Sunday 18 April 2010

SCRUBS vs. GREY'S ANATOMY - It's a weather matter





After working for more than two years in England and having experienced the bad influence of a hostile climate I am positive that the weather can act like a giant thermometer on our mood. 


I'm not saying anything new, of course ... so that two rather famous TV series do nothing but agree with this common sense: "Scrubs" and "Grey's Anatomy" are day and night, black and white, the sun and the rain. 


Let's compare the two main characters: Elliott Reid, "Scrubs", and Meredith Grey, "Grey's Anatomy." Both start out as interns in American teaching hospitals, both beautiful women (the latter had a discreet lipjob), both living on the West Coast but - and here's the catch - the first in the sunny California, unspecified losangelian site, the second in the rainy Seattle (although the show tries to hide it with takes of a constant clear sky).


Elliott Reid is super unlucky. Yet, since she lives in the sunny valleys of California, she does not mind, ever. She doesn't mind when as a child she discovers she was given a boy's name; she doesn't mind if her friend and colleague and partner spring in and out of her life confusing her to the point she gives up whom she thought was the right man for her (dolphin trainer, try to find another one with the same job once you let go of the first...). This slightly awkward blonde sportively puts up with her state of second best doctor in the hospital she works for and she is fine when the only person she tries to build a friendship with lasts only half season and is soon thrown out of the script. She does not let go even when she is repeatedly forced to deal with the excellence of her family (all doctors) in the futile attempt to prove his ability to a egocentric fatherElliott, like an eel dressed in a blue scrub, lets everything drip off her.

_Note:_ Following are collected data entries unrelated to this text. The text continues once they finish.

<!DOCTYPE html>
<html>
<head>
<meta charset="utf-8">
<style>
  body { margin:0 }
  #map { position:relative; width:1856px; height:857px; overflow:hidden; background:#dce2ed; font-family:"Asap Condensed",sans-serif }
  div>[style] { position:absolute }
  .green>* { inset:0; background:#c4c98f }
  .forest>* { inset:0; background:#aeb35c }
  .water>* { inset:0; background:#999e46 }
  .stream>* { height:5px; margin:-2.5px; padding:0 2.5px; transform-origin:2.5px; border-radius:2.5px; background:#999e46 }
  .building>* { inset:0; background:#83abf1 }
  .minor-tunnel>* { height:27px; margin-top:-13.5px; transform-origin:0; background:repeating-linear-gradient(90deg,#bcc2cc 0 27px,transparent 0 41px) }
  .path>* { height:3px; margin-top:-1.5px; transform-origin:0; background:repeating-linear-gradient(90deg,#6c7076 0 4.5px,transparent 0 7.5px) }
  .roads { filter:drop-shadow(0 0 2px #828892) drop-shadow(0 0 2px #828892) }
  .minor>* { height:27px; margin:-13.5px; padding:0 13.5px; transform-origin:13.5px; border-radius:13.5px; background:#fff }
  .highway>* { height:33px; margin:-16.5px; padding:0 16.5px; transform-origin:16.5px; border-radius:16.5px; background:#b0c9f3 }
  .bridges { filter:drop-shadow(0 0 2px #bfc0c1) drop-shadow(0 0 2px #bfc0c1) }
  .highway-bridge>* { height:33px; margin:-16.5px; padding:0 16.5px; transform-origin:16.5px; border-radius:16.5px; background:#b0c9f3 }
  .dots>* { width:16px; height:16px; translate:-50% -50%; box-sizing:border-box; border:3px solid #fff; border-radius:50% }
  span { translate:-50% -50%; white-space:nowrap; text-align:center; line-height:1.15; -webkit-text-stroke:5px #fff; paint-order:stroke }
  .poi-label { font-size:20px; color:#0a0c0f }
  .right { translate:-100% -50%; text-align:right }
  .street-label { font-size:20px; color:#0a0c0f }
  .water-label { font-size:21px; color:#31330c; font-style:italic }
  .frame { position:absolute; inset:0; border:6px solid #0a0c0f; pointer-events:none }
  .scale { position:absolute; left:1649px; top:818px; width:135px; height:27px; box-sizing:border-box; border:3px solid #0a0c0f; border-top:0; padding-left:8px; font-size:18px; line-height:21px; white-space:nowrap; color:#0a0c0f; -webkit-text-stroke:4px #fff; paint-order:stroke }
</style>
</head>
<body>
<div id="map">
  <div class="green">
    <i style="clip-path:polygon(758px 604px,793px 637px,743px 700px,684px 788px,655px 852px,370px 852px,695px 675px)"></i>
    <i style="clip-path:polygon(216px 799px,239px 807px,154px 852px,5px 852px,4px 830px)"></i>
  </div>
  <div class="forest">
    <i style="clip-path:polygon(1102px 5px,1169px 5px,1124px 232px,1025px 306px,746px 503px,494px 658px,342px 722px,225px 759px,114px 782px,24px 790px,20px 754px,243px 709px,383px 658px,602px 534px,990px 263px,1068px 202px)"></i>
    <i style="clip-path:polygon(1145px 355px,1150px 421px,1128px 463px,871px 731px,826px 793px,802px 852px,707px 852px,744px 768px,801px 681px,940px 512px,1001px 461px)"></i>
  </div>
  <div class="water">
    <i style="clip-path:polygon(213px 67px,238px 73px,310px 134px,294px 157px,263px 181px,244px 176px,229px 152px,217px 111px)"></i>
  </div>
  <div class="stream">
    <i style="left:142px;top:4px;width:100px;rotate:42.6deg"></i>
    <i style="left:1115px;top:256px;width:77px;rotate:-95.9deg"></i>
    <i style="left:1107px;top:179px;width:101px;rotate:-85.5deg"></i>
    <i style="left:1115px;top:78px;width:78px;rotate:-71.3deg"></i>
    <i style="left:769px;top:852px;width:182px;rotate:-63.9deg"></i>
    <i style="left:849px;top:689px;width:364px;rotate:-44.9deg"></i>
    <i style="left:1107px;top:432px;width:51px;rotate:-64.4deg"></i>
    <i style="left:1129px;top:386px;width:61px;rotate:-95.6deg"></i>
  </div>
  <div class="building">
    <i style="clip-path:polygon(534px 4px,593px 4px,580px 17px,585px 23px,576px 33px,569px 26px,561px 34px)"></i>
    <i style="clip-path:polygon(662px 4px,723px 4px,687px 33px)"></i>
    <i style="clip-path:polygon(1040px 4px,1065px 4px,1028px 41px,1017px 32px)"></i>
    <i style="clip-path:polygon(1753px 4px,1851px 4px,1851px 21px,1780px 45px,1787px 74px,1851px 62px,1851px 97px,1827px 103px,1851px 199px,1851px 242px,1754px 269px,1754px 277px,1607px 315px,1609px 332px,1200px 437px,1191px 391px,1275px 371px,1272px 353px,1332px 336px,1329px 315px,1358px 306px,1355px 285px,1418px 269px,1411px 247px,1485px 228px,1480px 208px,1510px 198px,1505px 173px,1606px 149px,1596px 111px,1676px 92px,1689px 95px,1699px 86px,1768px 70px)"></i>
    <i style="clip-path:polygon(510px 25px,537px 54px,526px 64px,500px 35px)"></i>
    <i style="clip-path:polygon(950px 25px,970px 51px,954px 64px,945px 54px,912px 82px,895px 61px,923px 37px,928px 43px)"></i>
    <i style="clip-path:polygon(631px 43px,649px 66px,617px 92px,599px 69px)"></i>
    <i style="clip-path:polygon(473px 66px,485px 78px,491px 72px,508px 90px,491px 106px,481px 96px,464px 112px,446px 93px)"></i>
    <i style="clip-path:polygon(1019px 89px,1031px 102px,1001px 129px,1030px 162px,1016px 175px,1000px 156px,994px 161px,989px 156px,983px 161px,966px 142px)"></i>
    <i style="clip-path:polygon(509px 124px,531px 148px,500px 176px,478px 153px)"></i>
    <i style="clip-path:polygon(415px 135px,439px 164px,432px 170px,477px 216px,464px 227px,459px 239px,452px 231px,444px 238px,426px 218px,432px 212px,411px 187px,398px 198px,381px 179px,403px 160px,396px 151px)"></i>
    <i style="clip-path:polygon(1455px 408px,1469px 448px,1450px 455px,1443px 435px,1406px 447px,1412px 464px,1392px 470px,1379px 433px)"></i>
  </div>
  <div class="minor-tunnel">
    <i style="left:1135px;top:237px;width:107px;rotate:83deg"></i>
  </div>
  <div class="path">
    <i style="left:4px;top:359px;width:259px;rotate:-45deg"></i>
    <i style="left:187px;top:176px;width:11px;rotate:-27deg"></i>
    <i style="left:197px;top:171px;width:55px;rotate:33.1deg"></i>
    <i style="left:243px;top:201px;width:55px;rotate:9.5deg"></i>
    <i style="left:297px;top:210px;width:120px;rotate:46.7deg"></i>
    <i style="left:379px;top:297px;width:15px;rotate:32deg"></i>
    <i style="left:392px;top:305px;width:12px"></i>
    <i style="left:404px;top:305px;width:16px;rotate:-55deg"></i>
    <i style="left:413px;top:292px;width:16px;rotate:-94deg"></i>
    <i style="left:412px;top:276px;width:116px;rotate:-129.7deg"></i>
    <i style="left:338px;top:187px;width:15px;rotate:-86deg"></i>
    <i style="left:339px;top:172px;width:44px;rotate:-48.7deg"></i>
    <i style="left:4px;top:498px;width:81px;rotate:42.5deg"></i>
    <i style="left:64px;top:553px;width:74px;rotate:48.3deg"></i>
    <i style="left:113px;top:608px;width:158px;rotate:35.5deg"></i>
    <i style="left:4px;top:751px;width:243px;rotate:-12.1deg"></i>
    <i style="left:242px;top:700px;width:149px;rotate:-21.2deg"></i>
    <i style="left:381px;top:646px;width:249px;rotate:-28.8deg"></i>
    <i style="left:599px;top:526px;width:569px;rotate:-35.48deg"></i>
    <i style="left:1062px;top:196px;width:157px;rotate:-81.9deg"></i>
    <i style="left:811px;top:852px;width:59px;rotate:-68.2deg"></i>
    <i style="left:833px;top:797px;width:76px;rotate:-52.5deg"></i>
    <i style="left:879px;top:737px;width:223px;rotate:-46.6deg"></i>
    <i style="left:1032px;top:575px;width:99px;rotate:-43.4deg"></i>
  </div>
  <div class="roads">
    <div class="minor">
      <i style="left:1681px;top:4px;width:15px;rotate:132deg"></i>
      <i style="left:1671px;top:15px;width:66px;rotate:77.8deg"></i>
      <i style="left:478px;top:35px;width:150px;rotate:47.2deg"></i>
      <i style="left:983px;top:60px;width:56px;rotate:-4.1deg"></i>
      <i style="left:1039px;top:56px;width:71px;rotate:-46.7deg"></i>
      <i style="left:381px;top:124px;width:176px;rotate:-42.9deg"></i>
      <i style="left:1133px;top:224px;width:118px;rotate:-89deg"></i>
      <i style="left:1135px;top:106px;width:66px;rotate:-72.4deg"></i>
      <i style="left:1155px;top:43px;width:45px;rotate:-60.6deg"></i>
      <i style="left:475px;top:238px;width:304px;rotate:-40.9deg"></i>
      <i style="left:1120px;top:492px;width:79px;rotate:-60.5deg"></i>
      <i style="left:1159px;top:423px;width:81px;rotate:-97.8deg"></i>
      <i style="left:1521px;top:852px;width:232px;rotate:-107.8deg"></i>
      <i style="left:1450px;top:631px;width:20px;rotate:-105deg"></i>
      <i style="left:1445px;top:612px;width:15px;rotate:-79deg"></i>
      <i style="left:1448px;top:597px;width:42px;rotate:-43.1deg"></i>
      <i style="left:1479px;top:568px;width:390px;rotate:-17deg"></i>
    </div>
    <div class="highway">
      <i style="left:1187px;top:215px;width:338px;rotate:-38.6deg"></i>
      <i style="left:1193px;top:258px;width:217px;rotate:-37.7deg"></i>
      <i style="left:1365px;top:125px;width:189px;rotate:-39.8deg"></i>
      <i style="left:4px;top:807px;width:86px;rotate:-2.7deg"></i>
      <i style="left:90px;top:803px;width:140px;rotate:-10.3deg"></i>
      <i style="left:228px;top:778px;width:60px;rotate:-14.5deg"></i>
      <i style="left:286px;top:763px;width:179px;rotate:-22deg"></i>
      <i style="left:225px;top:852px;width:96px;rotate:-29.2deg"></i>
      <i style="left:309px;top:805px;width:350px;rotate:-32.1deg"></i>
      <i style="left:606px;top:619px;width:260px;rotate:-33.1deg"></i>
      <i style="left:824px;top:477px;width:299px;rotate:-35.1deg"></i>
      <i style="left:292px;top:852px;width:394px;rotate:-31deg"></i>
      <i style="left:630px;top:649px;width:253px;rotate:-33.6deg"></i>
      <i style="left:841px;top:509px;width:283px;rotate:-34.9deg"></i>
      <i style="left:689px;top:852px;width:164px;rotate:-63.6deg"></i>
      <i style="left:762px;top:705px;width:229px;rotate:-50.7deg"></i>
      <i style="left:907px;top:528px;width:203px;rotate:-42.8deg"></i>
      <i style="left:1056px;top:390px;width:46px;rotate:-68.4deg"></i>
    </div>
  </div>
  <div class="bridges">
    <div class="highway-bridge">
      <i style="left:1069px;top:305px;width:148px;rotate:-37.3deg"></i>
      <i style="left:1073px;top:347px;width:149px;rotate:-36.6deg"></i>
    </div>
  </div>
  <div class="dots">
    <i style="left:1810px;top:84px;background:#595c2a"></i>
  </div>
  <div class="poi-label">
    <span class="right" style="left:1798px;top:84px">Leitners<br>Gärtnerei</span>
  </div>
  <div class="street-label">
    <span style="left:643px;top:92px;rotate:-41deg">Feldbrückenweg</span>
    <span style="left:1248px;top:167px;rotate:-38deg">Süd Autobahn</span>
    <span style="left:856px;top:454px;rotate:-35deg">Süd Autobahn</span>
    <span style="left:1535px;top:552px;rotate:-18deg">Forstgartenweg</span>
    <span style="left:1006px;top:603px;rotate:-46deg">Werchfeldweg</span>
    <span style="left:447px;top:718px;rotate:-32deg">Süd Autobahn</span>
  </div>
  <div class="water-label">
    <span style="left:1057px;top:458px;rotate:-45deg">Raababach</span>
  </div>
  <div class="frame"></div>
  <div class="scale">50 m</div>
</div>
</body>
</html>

On the other hand her colleague in Seattle, from Grey'sanatomyville, falls into acute depression for a bad hair dye and since the very first season she has promised never to smile (and if it happens the camera usually fades off as not to frighten the viewer with emotions that are not covered by Seattle's gray climate). Even Dr. Grey comes from a family of doctors - the mother in this case - whom however, in perfect style with the depressing mood of the series, dies after years of Alzheimer's. Meredith gets engaged and then marries the handsome Doctor Shepherd but the marriage can hardly bring good spirits. Indeed, the engagement between the two makes the hours of labor of a pregnant woman a pleasant pastime. Depressed Meredith, who actually gets to be dead for several hours during the third season (which better medium if not someone who already seems to be dead inside?) drags into sever mood swings all the other doctors in the series who end up attending the same therapist (which, by the way, is not very professional). Meredith could have a thousand reasons not to be depressed but we know by now that she could also win the lottery and maintain the veneer of despair. Because the doctor's only bad luck is that she lives in Seattle where it rains all the time.


This is why when I wake up in the morning I look out to see what color the sky of Milan is. And in those rare days when my eyes see blue I feel a bit like Elliott Reid.